#### [Information]
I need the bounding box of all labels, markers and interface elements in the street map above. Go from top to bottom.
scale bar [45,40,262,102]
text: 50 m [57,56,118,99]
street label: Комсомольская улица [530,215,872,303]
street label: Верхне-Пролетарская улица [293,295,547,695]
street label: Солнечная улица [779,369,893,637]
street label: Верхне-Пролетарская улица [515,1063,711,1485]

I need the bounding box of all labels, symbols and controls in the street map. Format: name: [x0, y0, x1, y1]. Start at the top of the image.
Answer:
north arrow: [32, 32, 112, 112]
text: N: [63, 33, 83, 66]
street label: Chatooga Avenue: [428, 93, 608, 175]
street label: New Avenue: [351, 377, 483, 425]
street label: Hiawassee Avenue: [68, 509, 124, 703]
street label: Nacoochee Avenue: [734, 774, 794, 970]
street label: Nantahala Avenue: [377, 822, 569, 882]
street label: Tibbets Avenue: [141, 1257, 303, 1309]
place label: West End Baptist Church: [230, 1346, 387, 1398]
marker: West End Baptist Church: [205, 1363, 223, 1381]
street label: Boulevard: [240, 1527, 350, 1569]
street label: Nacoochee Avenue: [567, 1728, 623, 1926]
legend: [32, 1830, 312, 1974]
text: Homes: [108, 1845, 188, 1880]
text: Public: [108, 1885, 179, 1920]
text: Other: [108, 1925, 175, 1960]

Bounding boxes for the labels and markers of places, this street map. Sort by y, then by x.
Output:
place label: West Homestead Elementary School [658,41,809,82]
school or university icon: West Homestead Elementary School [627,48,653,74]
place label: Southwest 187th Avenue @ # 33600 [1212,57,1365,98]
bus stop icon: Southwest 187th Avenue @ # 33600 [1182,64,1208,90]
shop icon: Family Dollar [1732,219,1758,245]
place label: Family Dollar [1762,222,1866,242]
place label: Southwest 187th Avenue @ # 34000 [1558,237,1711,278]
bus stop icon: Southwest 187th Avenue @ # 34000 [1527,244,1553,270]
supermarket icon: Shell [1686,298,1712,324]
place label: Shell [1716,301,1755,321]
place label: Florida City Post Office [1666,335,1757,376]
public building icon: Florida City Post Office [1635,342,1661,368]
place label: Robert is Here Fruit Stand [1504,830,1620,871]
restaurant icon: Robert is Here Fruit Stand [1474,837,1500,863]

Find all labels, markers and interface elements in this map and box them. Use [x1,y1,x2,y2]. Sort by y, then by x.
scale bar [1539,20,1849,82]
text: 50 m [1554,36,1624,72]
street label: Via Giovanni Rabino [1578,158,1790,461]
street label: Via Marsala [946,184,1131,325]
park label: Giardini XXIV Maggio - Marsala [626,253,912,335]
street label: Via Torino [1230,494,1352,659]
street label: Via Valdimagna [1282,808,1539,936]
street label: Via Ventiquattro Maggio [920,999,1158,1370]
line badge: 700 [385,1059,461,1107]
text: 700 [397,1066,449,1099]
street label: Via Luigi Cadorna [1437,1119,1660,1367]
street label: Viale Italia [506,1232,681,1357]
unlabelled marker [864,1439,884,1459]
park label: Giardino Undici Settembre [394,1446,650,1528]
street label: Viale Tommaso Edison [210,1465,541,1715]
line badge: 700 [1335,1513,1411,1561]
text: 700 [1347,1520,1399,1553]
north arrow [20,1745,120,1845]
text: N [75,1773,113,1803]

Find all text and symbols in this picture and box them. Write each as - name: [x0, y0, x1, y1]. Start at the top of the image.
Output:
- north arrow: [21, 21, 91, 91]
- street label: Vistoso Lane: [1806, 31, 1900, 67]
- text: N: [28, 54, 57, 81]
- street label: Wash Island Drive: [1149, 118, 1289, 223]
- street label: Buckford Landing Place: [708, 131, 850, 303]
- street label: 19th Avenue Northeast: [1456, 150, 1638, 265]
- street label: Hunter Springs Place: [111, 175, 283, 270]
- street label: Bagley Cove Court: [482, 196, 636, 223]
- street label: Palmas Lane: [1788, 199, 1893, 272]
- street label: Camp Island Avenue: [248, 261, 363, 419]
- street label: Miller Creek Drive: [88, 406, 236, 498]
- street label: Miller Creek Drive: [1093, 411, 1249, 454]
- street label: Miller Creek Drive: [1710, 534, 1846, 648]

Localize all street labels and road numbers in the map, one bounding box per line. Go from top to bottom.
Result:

#### [Exercise objective]
Each entry given above is to be duplicated exactly.

#### [Written answer]
I need the bounding box of all labels, markers and interface elements in the street map above. Go from top to bottom.
scale bar [45,40,262,102]
text: 50 m [57,56,118,99]
street label: Комсомольская улица [530,215,872,303]
street label: Верхне-Пролетарская улица [293,295,547,695]
street label: Солнечная улица [779,369,893,637]
street label: Верхне-Пролетарская улица [515,1063,711,1485]

I need the bounding box of all labels, symbols and controls in the street map. Format: name: [x0, y0, x1, y1]. Start at the top of the image.
Answer:
north arrow: [32, 32, 112, 112]
text: N: [63, 33, 83, 66]
street label: Chatooga Avenue: [428, 93, 608, 175]
street label: New Avenue: [351, 377, 483, 425]
street label: Hiawassee Avenue: [68, 509, 124, 703]
street label: Nacoochee Avenue: [734, 774, 794, 970]
street label: Nantahala Avenue: [377, 822, 569, 882]
street label: Tibbets Avenue: [141, 1257, 303, 1309]
place label: West End Baptist Church: [230, 1346, 387, 1398]
marker: West End Baptist Church: [205, 1363, 223, 1381]
street label: Boulevard: [240, 1527, 350, 1569]
street label: Nacoochee Avenue: [567, 1728, 623, 1926]
legend: [32, 1830, 312, 1974]
text: Homes: [108, 1845, 188, 1880]
text: Public: [108, 1885, 179, 1920]
text: Other: [108, 1925, 175, 1960]

Bounding boxes for the labels and markers of places, this street map. Sort by y, then by x.
Output:
place label: West Homestead Elementary School [658,41,809,82]
school or university icon: West Homestead Elementary School [627,48,653,74]
place label: Southwest 187th Avenue @ # 33600 [1212,57,1365,98]
bus stop icon: Southwest 187th Avenue @ # 33600 [1182,64,1208,90]
shop icon: Family Dollar [1732,219,1758,245]
place label: Family Dollar [1762,222,1866,242]
place label: Southwest 187th Avenue @ # 34000 [1558,237,1711,278]
bus stop icon: Southwest 187th Avenue @ # 34000 [1527,244,1553,270]
supermarket icon: Shell [1686,298,1712,324]
place label: Shell [1716,301,1755,321]
place label: Florida City Post Office [1666,335,1757,376]
public building icon: Florida City Post Office [1635,342,1661,368]
place label: Robert is Here Fruit Stand [1504,830,1620,871]
restaurant icon: Robert is Here Fruit Stand [1474,837,1500,863]

Find all labels, markers and interface elements in this map and box them. Use [x1,y1,x2,y2]. Sort by y, then by x.
scale bar [1539,20,1849,82]
text: 50 m [1554,36,1624,72]
street label: Via Giovanni Rabino [1578,158,1790,461]
street label: Via Marsala [946,184,1131,325]
park label: Giardini XXIV Maggio - Marsala [626,253,912,335]
street label: Via Torino [1230,494,1352,659]
street label: Via Valdimagna [1282,808,1539,936]
street label: Via Ventiquattro Maggio [920,999,1158,1370]
line badge: 700 [385,1059,461,1107]
text: 700 [397,1066,449,1099]
street label: Via Luigi Cadorna [1437,1119,1660,1367]
street label: Viale Italia [506,1232,681,1357]
unlabelled marker [864,1439,884,1459]
park label: Giardino Undici Settembre [394,1446,650,1528]
street label: Viale Tommaso Edison [210,1465,541,1715]
line badge: 700 [1335,1513,1411,1561]
text: 700 [1347,1520,1399,1553]
north arrow [20,1745,120,1845]
text: N [75,1773,113,1803]

Find all text and symbols in this picture and box them. Write each as - name: [x0, y0, x1, y1]. Start at the top of the image.
Output:
- north arrow: [21, 21, 91, 91]
- street label: Vistoso Lane: [1806, 31, 1900, 67]
- text: N: [28, 54, 57, 81]
- street label: Wash Island Drive: [1149, 118, 1289, 223]
- street label: Buckford Landing Place: [708, 131, 850, 303]
- street label: 19th Avenue Northeast: [1456, 150, 1638, 265]
- street label: Hunter Springs Place: [111, 175, 283, 270]
- street label: Bagley Cove Court: [482, 196, 636, 223]
- street label: Palmas Lane: [1788, 199, 1893, 272]
- street label: Camp Island Avenue: [248, 261, 363, 419]
- street label: Miller Creek Drive: [88, 406, 236, 498]
- street label: Miller Creek Drive: [1093, 411, 1249, 454]
- street label: Miller Creek Drive: [1710, 534, 1846, 648]

Localize all street labels and road numbers in the map, one bounding box per line. Go from top to bottom.
Result:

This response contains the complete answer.